<http://www.wired.com/news/print/0,1294,52666,00.html>
Scientists may soon be downloading our DNA from Kazaa and Audiogalaxy, if a California biotech firm has its way.
Companies doing genomic research, like Redwood City's Maxygen, have a problem. To make money, the companies feel they need to control the rights to the DNA sequences they uncover. But patenting these sequences is ethically and legally tricky.
So, Maxygen's scientists and lawyers are proposing a downright odd solution to this pickle: Encode the DNA sequences as MP3s or other music files and then copyright these genetic "tunes." There's been software on the market for years that can make this switch.
As the "authors" of these DNA-based songs, Maxygen could, in theory, control the rights to the compositions for 95 years or more -- as opposed to the 17 years given under current patent law.
No one's yet tried to copyright encoded DNA sequences. But Maxygen has already applied for a patent on this kind of musical protection -- to the dismay of many in the biotech world.
"These efforts are a form of theft, an attempt to privatize our common biological heritage," said Jonathan King, an MIT professor of microbiology and board member of the Council for Responsible Genetics.
Pilar Ossorio, a professor of law and bioethics at University of Wisconsin, asked, "Where is the public benefit in keeping (a DNA sequence) a trade secret?"
Willem Stemmer, Maxygen's vice president of research, said he welcomed the criticism. The current regulations on patenting DNA sequences, he said, came about after human genome mappers Celera Genomics made a controversial attempt to patent thousands of partial DNA sequences.
"There was a huge outcry in the field. It polarized the community and debate started," Stemmer said. "Without the initial insult, we wouldn't have the rules defined. Intellectually, that's how I look at (Maxygen's copyright push)."
Despite a 2001 attempt by a company to copyright celebrity genes, nearly everyone involved agrees that naturally occurring DNA itself can't be copyrighted. That kind of protection only applies to "original works of authorship," and no company can claim to have written somebody's genetic code.
But there is more than a bit of art inherent in encoding DNA as a song. The four units of DNA -- represented by the letters G, T, A, and C -- combine to create 20 different amino acids. DNA-to-music programs, like Algorithmic Arts' Bankstep, more or less automatically translate each of these acids into musical notes, with the most commonly occurring acid becoming the middle "C" note (the center of a piano).

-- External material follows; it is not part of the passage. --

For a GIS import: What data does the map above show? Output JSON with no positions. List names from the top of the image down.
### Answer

But the software's user decides the length of each note, which instruments will be used and the tempo of the overall tune. So a single DNA sequence can wind up sounding as different as two songs with the same chord progression, like Bob Marley's "Stir it Up" and The Troggs' "Wild Thing."

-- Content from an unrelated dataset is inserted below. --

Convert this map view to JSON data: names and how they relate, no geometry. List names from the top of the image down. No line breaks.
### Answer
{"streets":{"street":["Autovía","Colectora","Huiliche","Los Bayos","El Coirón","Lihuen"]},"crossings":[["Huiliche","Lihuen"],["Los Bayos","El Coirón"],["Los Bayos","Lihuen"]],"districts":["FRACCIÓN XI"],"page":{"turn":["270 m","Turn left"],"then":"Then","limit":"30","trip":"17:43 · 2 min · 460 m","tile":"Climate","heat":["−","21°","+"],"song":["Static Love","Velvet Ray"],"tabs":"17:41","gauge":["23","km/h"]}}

The Lysozyme C protein put to music by Algorithmic Arts founder John Dunn and his biologist wife, Mary Anne Clark, can be found here. They've also "sonified" DNA from vampire bats, slime molds, sea urchin and the human sex hormone.
Dunn hates the Maxygen proposal to copyright DNA as music.

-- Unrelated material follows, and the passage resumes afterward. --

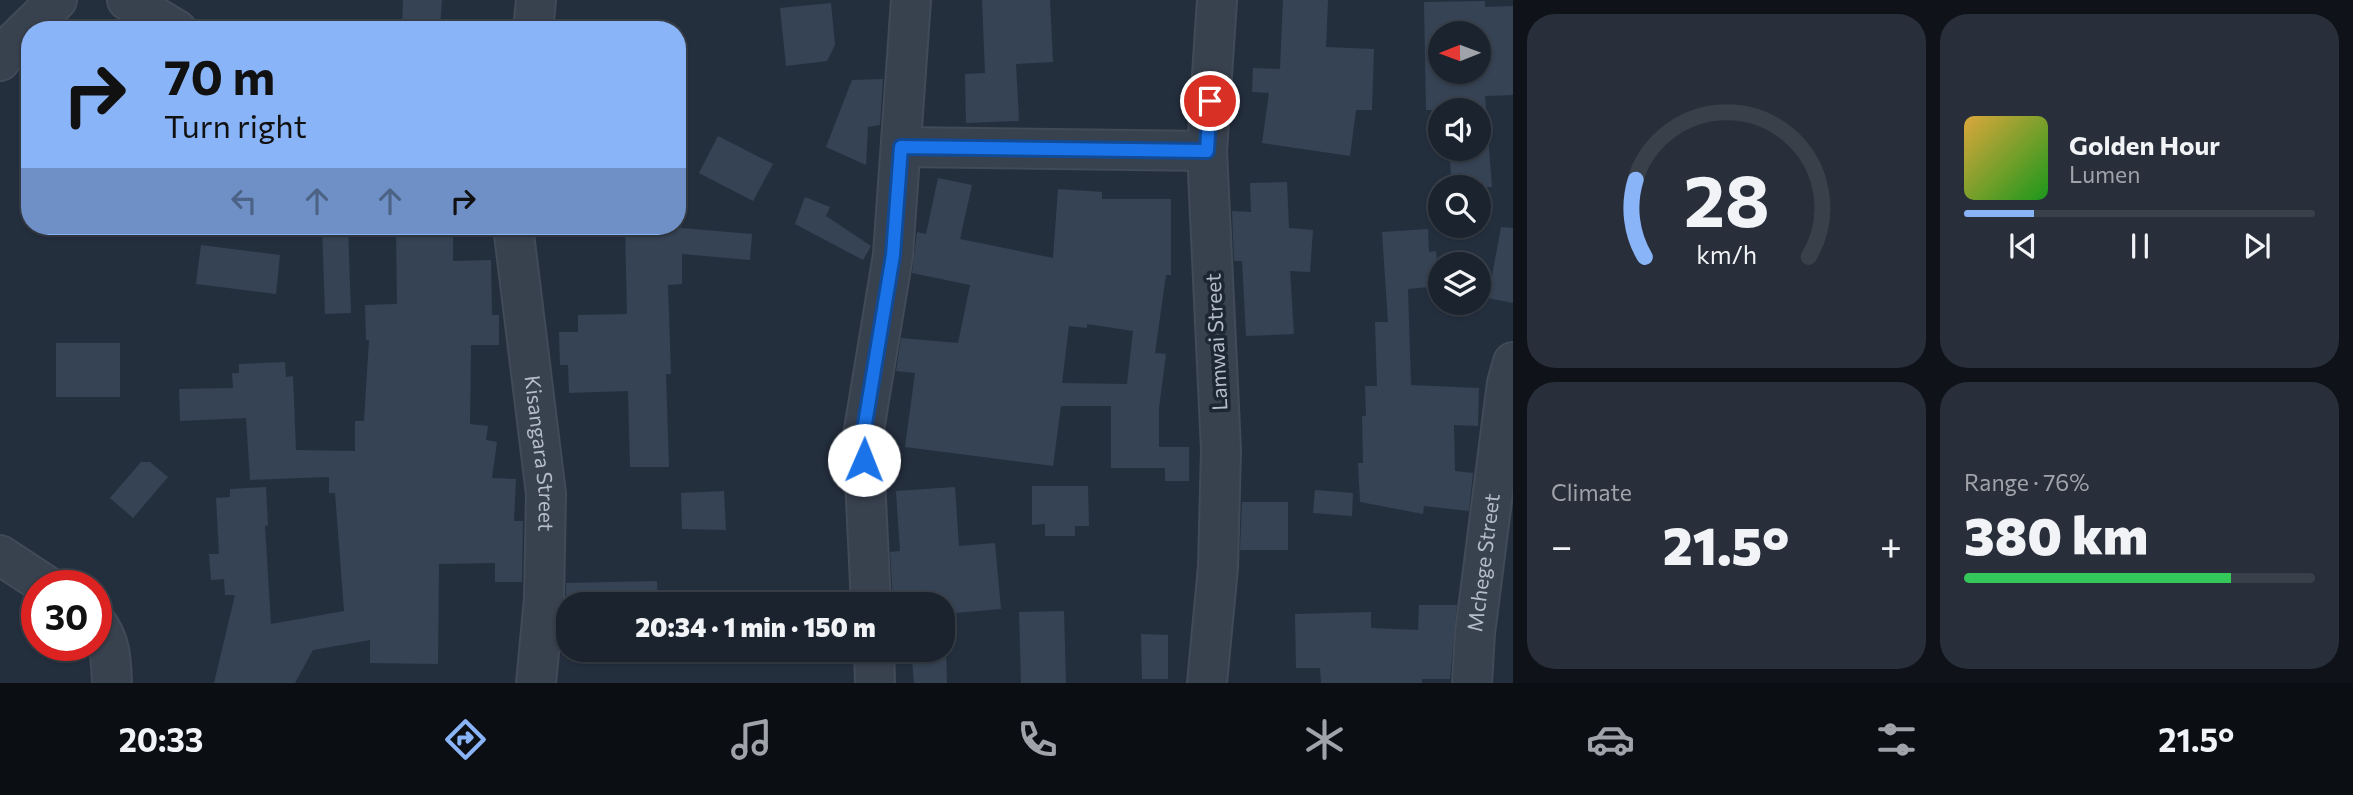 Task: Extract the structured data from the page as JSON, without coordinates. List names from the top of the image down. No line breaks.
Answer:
{"streets":{"street":["Lamwai Street","Kisangara Street","Mchege Street"]},"north":"left","page":{"turn":["70 m","Turn right"],"song":["Golden Hour","Lumen"],"tile":["Climate",["Range · 76%","380 km"]],"heat":["−","21.5°","+"],"limit":"30","trip":"20:34 · 1 min · 150 m","tabs":["20:33","21.5°"],"gauge":["28","km/h"]}}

"It's taking artistic copyright laws and using them to get around scientific issues," he said. "I think it stinks."
But a copyrighted genetic-based song could serve as a safe way to transfer DNA sequences between scientists, according to Don Pelto, an intellectual property lawyer with Washington firm McKenna Cuneo.
"You would purchase the encoded music from a biotech company," Pelto said. "If someone else bootlegged that file and subsequently decoded it to find the underlying DNA, there might be some intellectual property protection."
Current regulations discourage this type of sharing, Maxygen's Stemmer said. To get a patent on a DNA sequence, a company needs to first show that the sequence has a distinct medical or research function. Biotech firms often keep DNA sequences to themselves until they can come up with such reasons.
Stemmer admits that copyrighting DNA songs is a peculiar way to protect companies' interest in genetic sequences.
"Clearly, there is a certain amount of whimsy in this proposal," Stemmer wrote in a recent issue of Nature Biotechnology. "But there are also more than a few quanta of genuine intent that this approach, or a similar one, may set the industry back on a (pardon the pun) less-dissonant course."